### Record excerpts
--

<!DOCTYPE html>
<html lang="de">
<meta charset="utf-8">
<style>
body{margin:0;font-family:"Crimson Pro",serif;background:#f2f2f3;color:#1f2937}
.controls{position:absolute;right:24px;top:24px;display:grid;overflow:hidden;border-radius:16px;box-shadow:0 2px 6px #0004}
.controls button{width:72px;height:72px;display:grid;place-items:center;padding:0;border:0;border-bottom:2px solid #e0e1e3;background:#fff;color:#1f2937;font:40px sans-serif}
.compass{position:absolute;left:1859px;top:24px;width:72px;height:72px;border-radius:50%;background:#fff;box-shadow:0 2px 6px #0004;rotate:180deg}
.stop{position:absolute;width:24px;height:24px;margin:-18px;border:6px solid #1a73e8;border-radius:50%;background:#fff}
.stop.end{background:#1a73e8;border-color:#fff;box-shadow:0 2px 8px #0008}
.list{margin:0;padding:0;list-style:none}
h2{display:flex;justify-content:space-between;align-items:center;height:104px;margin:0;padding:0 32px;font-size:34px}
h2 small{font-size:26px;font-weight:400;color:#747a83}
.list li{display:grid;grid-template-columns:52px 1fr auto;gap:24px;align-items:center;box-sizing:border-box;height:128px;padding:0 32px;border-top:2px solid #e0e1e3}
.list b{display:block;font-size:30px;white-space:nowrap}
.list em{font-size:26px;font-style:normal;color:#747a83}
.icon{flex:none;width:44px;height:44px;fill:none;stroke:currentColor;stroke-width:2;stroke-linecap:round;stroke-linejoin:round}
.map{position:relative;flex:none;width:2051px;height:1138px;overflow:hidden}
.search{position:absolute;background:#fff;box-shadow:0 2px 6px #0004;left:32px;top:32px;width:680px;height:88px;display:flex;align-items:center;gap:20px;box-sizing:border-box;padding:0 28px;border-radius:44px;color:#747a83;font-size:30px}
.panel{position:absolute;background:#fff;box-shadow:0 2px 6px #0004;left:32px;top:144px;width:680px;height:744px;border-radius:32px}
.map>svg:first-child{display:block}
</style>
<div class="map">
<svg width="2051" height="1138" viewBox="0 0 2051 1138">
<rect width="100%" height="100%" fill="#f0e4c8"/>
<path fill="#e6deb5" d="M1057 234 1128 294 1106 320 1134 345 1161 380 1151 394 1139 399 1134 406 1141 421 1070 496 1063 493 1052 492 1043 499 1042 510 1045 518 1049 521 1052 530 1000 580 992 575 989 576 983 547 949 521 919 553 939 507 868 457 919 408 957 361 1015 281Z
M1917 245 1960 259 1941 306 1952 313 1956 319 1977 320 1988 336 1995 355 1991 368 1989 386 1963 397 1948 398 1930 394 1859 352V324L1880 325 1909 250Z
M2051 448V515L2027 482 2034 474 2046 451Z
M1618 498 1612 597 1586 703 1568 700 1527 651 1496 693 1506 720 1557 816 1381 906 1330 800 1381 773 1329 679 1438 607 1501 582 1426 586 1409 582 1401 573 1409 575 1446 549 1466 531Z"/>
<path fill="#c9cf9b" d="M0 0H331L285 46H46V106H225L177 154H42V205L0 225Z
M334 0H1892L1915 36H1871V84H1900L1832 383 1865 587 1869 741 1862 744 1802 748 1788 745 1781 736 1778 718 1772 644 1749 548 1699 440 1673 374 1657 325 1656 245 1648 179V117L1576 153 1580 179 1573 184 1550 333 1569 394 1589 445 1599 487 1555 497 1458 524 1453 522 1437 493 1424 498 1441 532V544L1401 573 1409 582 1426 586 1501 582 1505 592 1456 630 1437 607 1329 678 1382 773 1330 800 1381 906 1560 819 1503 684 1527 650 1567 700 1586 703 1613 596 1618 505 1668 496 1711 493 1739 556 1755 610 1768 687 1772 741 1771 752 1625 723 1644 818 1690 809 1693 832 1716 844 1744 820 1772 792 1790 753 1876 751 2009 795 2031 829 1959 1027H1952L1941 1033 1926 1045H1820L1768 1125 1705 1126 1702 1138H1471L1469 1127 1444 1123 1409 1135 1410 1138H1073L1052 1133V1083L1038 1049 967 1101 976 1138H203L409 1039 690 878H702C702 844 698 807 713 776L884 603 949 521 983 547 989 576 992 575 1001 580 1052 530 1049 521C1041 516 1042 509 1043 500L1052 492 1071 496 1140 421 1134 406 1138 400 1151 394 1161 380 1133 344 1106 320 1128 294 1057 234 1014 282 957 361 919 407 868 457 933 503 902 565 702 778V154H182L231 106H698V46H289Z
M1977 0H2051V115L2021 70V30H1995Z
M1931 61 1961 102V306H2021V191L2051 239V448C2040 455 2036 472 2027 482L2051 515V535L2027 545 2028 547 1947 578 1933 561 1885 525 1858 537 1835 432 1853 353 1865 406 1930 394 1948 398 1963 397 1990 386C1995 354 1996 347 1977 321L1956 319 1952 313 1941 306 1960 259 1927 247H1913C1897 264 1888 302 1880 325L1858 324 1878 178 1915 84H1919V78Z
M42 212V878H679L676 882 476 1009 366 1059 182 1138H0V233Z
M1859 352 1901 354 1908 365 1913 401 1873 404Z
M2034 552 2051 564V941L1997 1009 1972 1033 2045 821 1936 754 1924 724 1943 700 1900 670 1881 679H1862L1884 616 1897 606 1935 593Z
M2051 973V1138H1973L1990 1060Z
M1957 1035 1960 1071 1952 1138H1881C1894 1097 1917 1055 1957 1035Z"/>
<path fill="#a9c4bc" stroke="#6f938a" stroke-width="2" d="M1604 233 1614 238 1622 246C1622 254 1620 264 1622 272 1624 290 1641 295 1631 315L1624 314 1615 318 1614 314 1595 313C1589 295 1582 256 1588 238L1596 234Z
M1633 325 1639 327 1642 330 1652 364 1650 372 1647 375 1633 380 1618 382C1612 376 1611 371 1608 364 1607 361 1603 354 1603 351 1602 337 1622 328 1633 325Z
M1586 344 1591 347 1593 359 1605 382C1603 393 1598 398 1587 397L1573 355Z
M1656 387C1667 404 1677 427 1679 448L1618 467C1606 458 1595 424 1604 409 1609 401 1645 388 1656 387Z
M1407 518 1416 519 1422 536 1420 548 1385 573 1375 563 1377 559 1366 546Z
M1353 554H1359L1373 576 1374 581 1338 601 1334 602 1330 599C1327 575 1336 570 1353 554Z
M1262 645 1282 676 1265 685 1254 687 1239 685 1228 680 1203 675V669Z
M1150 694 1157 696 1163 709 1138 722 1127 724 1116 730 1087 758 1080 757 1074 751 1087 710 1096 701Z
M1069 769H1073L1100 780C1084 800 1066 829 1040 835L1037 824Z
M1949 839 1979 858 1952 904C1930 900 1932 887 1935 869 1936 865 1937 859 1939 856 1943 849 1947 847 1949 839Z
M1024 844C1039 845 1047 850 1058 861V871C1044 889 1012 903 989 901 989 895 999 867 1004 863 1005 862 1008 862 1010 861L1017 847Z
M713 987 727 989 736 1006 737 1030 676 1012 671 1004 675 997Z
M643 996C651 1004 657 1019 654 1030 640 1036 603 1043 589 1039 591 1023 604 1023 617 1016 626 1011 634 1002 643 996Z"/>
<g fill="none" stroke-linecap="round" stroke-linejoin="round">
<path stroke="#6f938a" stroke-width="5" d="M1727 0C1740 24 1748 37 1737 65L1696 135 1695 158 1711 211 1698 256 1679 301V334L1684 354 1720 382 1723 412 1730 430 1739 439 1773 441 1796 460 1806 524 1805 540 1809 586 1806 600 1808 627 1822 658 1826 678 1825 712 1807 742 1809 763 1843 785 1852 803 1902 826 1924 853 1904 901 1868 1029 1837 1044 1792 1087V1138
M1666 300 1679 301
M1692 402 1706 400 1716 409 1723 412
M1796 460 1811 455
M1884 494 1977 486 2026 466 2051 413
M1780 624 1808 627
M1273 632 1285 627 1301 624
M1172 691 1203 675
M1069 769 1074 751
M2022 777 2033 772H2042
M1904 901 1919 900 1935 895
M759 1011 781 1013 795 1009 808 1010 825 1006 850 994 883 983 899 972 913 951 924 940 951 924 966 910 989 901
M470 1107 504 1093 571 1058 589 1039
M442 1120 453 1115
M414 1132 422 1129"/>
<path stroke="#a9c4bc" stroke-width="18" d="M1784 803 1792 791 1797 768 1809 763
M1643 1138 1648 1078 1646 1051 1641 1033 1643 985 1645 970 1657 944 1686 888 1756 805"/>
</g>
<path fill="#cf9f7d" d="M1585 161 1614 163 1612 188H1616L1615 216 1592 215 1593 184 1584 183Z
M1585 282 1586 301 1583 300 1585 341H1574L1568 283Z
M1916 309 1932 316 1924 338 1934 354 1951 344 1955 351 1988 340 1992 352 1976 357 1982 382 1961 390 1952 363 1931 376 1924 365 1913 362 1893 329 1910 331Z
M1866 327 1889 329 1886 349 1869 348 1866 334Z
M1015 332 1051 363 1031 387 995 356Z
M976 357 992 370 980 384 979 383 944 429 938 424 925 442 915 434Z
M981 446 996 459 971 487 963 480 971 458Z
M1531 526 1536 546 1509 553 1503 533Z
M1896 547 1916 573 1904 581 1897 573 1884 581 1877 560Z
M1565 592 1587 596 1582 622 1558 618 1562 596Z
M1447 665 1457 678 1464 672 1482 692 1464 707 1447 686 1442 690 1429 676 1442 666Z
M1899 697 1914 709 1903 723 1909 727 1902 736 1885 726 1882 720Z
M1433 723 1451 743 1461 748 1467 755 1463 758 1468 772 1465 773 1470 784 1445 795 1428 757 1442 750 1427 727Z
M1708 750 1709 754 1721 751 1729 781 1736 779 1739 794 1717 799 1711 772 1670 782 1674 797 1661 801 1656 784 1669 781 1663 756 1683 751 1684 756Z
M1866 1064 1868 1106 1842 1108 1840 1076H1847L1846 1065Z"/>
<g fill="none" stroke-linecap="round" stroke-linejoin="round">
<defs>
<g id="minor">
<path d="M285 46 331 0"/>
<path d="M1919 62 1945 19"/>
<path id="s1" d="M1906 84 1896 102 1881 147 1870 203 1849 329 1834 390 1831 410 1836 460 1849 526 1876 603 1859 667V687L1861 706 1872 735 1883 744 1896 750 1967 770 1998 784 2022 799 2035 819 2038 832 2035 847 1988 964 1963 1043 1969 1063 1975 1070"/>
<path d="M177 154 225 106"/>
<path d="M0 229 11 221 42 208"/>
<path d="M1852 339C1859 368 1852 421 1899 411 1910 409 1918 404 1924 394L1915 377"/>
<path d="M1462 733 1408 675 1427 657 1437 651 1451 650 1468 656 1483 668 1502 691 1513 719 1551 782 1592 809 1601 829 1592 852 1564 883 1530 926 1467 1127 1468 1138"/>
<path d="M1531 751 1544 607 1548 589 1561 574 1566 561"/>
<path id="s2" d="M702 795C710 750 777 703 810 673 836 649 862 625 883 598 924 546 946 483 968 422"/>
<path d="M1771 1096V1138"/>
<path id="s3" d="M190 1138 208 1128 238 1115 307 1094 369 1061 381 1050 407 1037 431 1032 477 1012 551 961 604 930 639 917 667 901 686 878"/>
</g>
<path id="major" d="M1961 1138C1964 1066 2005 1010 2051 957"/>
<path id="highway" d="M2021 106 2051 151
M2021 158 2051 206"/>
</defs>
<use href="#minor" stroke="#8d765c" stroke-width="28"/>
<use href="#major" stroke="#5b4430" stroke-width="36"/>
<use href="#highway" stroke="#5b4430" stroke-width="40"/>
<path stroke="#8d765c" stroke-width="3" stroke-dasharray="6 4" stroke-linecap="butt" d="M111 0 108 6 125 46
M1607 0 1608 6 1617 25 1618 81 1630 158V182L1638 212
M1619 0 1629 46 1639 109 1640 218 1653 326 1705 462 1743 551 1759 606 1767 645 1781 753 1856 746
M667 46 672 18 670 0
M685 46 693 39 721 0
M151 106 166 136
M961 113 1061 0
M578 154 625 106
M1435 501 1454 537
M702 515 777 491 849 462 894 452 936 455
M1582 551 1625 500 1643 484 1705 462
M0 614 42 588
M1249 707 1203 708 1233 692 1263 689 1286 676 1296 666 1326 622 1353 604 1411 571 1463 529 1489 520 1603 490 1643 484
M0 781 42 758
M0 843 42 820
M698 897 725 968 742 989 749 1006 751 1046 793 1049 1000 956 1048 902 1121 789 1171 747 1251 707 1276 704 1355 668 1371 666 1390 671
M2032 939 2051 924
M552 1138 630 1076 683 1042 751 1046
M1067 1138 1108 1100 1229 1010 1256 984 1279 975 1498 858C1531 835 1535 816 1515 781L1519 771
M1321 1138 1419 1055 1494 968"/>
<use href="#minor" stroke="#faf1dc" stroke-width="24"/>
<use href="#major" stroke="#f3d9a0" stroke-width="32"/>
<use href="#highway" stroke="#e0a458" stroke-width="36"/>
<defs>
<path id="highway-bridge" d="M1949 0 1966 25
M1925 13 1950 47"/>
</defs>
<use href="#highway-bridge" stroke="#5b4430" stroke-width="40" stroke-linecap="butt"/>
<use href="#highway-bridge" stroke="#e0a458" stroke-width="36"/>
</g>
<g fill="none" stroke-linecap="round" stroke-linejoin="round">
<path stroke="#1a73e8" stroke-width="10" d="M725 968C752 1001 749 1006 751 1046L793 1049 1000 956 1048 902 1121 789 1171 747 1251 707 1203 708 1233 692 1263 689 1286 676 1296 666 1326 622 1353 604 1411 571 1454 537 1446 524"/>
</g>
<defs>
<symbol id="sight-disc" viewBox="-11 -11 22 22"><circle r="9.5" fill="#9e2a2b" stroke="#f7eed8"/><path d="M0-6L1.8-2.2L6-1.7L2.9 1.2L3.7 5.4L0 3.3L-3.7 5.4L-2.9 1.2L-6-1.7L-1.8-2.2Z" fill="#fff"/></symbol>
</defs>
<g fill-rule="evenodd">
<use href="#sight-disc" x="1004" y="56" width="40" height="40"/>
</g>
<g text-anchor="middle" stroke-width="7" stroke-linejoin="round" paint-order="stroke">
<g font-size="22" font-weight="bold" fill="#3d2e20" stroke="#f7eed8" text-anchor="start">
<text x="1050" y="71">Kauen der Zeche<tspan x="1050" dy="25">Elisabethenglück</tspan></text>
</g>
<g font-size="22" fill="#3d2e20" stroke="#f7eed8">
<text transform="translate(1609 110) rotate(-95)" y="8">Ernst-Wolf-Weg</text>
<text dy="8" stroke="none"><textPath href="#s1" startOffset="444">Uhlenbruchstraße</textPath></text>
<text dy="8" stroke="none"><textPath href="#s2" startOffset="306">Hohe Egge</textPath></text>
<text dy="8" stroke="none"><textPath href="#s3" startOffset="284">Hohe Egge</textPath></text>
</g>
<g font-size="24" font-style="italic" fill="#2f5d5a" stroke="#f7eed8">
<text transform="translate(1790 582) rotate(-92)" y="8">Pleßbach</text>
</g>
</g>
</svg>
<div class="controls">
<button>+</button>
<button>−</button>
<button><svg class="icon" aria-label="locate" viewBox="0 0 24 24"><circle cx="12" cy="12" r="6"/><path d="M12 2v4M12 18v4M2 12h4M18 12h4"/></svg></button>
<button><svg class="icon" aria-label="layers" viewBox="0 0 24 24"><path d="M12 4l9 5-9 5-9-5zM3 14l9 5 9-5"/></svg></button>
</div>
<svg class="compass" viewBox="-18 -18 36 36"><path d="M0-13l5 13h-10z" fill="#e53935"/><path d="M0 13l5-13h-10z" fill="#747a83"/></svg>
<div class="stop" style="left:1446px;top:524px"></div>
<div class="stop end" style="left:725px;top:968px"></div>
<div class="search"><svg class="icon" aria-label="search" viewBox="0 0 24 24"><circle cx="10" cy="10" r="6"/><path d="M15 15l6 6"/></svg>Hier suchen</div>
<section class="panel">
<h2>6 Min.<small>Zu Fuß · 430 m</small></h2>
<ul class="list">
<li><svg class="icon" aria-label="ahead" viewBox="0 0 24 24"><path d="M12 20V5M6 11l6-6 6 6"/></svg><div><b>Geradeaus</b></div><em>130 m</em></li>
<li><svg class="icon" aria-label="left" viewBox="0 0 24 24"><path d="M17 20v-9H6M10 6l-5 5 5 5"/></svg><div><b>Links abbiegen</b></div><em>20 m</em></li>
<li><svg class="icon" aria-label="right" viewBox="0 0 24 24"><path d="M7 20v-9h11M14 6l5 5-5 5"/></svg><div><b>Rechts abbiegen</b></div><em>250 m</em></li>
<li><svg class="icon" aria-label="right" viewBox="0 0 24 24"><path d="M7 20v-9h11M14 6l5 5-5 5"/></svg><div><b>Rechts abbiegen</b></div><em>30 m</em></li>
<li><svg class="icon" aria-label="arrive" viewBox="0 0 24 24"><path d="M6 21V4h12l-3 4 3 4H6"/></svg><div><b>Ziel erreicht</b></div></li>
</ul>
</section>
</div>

--

### Your goal
Each line containing the word "major" must be pulled from the listing and copied.

### The answer
<path id="major" d="M1961 1138C1964 1066 2005 1010 2051 957"/>
<use href="#major" stroke="#5b4430" stroke-width="36"/>
<use href="#major" stroke="#f3d9a0" stroke-width="32"/>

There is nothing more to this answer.